フリーランスで女性誌の原稿書き(主に東洋占術と開運記事)を担当し、リタイア生活へ移行中。2023年8月下旬からスペイン巡礼へ。ウラナイ8で活動しています。日本文芸社より『基礎からわかる易の完全独習』刊行。

大いなる所有への第一歩

今年も無事に冬至を迎えることができました。

コロナのため年筮の回はZoom開催が続いていたのですが、今年は久々に新宿でリアル開催できました。

 

ずっと年筮の回を開催してくれる杏子さんがまさかの事態で欠席となりましたが、玉紀さんが替わりに来てくださって、進行することができました。

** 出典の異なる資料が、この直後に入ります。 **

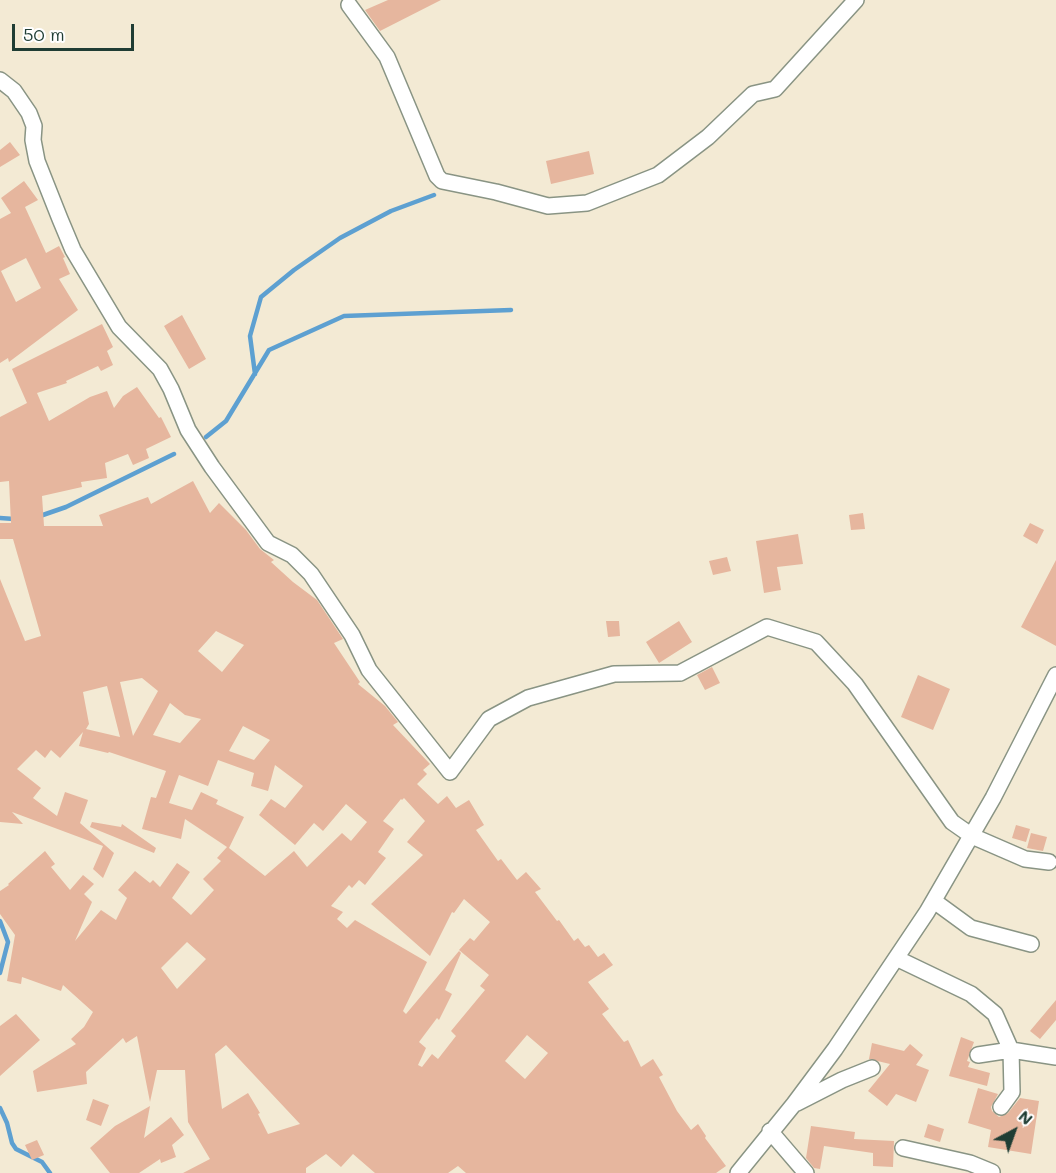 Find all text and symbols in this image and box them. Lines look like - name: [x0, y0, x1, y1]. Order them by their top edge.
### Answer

朝から雨であいにくの天気のようですが、易の世界では雨は吉兆。天(陽)と地(陰)の和合です。お昼過ぎには雨が上がり、青空が広がりました。

夜はZoomで杏子さんにお世話になりました。昼も夜も参加者の皆さんそれぞれにぴったりの卦が出たと思います。

 

冬至の年筮の記録。延々とさかのぼるときりがないのでとりあえず3年分。私にとってはお正月や立春よりも年の切替わりを実感するタイミングです。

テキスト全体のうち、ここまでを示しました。